Solved: Load multiple csv file using NOCONCATENATE after l... - Qlik Community

Anonymous · ‎2017-12-04

I'm trying to load all csv files from a folder and after that I want to use NoConcatenate.

I need this to do the JOIN after load another csv file from a folder.

The steps that I want to do:

1. Load csv files in a table. After loading I want to use NoCocatenate. If I use it before the script will load each separably. So, I need to load all files and after that I want to add NoConcatenate line?

2. Load other csv files. Also here I want to load all files and then use NoConcatenate line to avoid concatenation with the first one

3. After that I want to do a join of these 2 tables.

Any help? I tried also to load the table again using NoConcatenate and dropping the old one but the problem is still not resolved.

this is the script that I used to load all files from the first folder:

// First folder

for each file in filelist('lib://IMPORT_CSV\*.csv')

[join_ImportError_files]:

load

"timestamp",

timestamp as ts_import_join,

"day" as day_join,

"time" as time_join,

"hour" as hour_join,

requestor_lab,

production_lab,

last_timestamp,

id_log,

request_number as request_number_join,

request_number as request_number_import,

sample_number as sample_number_join,

universal_test_id

from [$(file)]

(txt, codepage is 28591, embedded labels, delimiter is ',', msq);

next file;

[join_ImportError]:

NoConcatenate

LOAD

"timestamp",

ts_import_join,

day_join,

time_join,

hour_join,

requestor_lab,

production_lab,

last_timestamp,

id_log,

request_number_join,

request_number_import,

sample_number_join,

universal_test_id

Resident join_ImportError_files;

DROP TABLE [join_ImportError_files]

[join_ImportError_filter_unique]:

inner keep

LOAD

request_number_join,

MAX(timestamp) as ts_import_join,

MAX(day_join) as day_join,

MAX(time_join) as time_join,

MAX(hour_join) as hour_join,

sample_number_join

resident join_ImportError

Group By request_number_join, sample_number_join;

drop table join_ImportError_filter_unique;

// The second folder (DB)

for each file in filelist('lib://DB_CSV\*.csv')

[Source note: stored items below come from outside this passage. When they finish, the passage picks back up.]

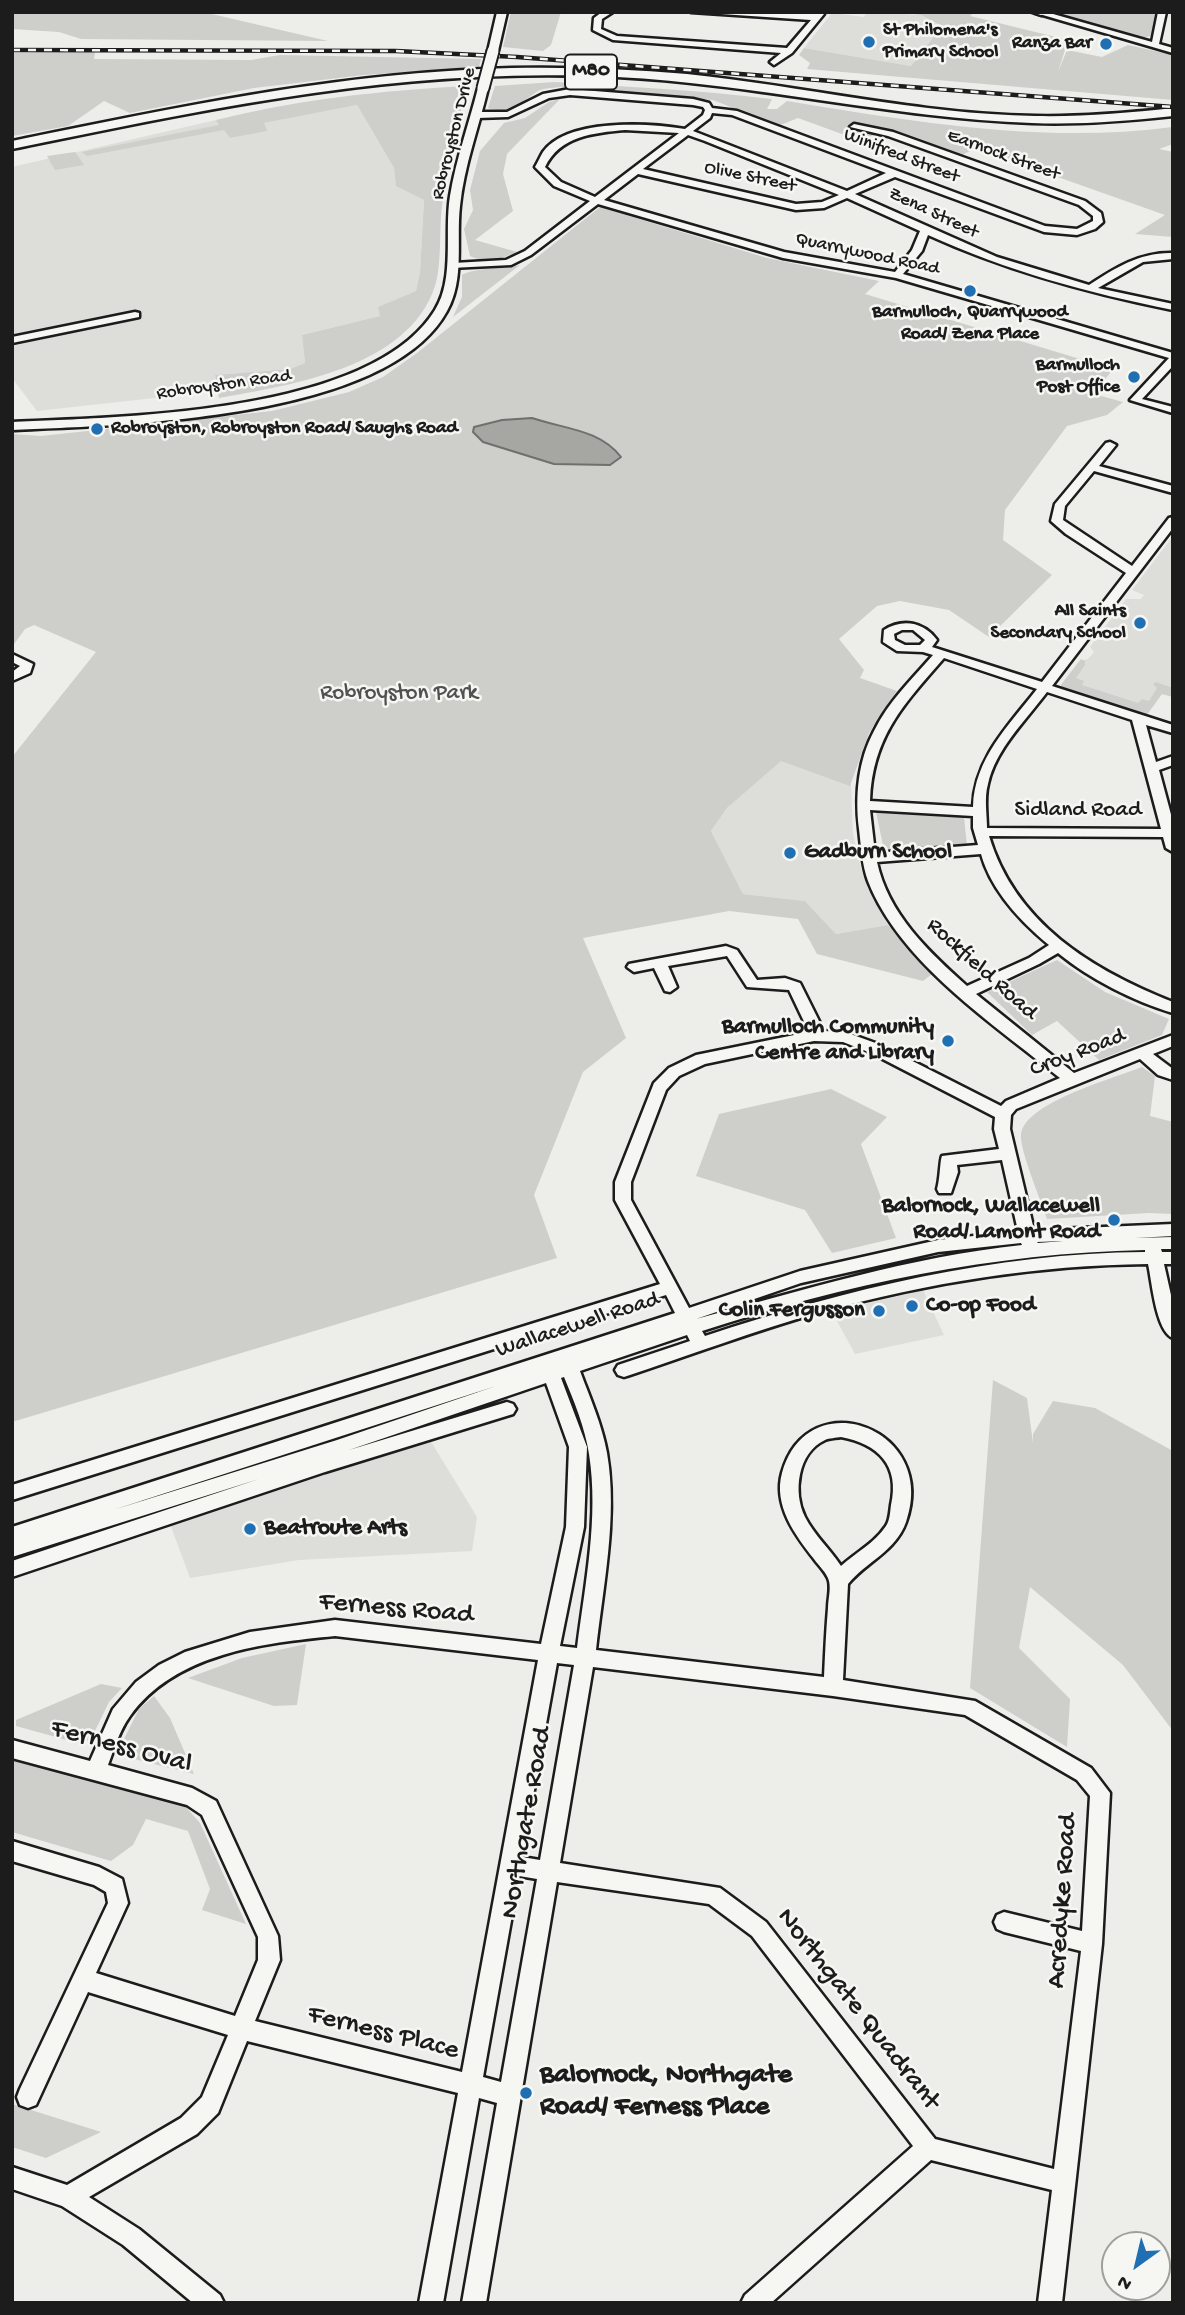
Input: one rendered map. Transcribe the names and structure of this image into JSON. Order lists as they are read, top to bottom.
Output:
{
  "streets": {
    "highway": ["M80"],
    "main road": ["Robroyston Drive", "Robroyston Road"],
    "street": [
      "Earnock Street",
      "Winifred Street",
      "Olive Street",
      "Zena Street",
      "Quarrywood Road",
      "Sidland Road",
      "Rockfield Road",
      "Croy Road",
      "Wallacewell Road",
      "Ferness Road",
      "Ferness Oval",
      "Northgate Road",
      "Acredyke Road",
      "Northgate Quadrant",
      "Ferness Place"
    ]
  },
  "crossings": [
    ["Robroyston Drive", "Winifred Street"],
    ["Robroyston Drive", "Robroyston Road"],
    ["Earnock Street", "Winifred Street"],
    ["Winifred Street", "Olive Street"],
    ["Olive Street", "Zena Street"],
    ["Zena Street", "Quarrywood Road"],
    ["Rockfield Road", "Croy Road"],
    ["Wallacewell Road", "Northgate Road"],
    ["Ferness Road", "Ferness Oval"],
    ["Ferness Road", "Northgate Road"],
    ["Ferness Road", "Acredyke Road"],
    ["Ferness Oval", "Ferness Place"],
    ["Northgate Road", "Acredyke Road"],
    ["Northgate Road", "Northgate Quadrant"],
    ["Northgate Road", "Ferness Place"]
  ],
  "parks": ["Robroyston Park"],
  "places": [
    "St Philomena's Primary School",
    "Ranza Bar",
    "Barmulloch, Quarrywood Road/ Zena Place",
    "Barmulloch Post Office",
    "Robroyston, Robroyston Road/ Saughs Road",
    "All Saints Secondary School",
    "Gadburn School",
    "Barmulloch Community Centre and Library",
    "Balornock, Wallacewell Road/ Lamont Road",
    "Co-op Food",
    "Colin Fergusson",
    "Beatroute Arts",
    "Balornock, Northgate Road/ Ferness Place"
  ],
  "north": "bottom left"
}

[join_DB_SnapWroklistSample_files]:

// NoConcatenate

LOAD

SAMPLECODE as sample_number_join,

SAMPLECODE2,

REQUESTCODE as request_number_join,

REQUESTCODE as request_number_db,

TIMEVALIDATED,

TIMERESULT,

DATETIMEREQ,

DATETIMEREQ_TS,

REQ_DATE,

REQ_HOUR,

TIMESAMPLEIN,

TIMESAMPLEIN_TS as ts_db_join,

SAMPLEIN_DATE,

SAMPLEIN_HOUR

from [$(file)]

(txt, codepage is 28591, embedded labels, delimiter is ',', msq);

[join_DB_SnapWroklistSample]:

NoConcatenate

LOAD

sample_number_join,

SAMPLECODE2,

request_number_join,

request_number_db,

TIMEVALIDATED,

TIMERESULT,

DATETIMEREQ,

DATETIMEREQ_TS,

REQ_DATE,

REQ_HOUR,

TIMESAMPLEIN,

ts_db_join,

SAMPLEIN_DATE,

SAMPLEIN_HOUR

Resident join_DB_SnapWroklistSample_files;

DROP TABLE [join_DB_SnapWroklistSample_files];

[join_SnapWroklistSample_filter_unique]:

inner keep

LOAD

sample_number_join,

request_number_join,

MIN(ts_db_join) as ts_db_join

resident join_DB_SnapWroklistSample

Group By request_number_join, sample_number_join;

drop table join_SnapWroklistSample_filter_unique;

[join_DB_Import]:

NoConcatenate

Load request_number_join, sample_number_join, ts_import_join, day_join, time_join, hour_join

resident [join_ImportError];

join

Load request_number_join, sample_number_join, ts_db_join

resident [join_DB_SnapWroklistSample];

[join_DB_Import2]: //add_diff_field

NoConcatenate

LOAD request_number_join, sample_number_join, ts_import_join, day_join, time_join, hour_join,

ts_db_join , Num#(Interval(ts_db_join-ts_import_join,'S'),'0.0') as diff3

RESIDENT [join_DB_Import];

DROP TABLE [join_ImportError];

DROP TABLE [join_DB_SnapWroklistSample];

DROP TABLE [join_DB_Import];

Anonymous · ‎2017-12-05

I resolved the problem. This is the solution.

The steps are the same :

1. Load all csv files in a table (without NoConcatenate: we can not use it because if we use it, the script will generate one table for each file). After that load again the table using NoConcatenate. Then, drop the first table (withour NoConcatenate).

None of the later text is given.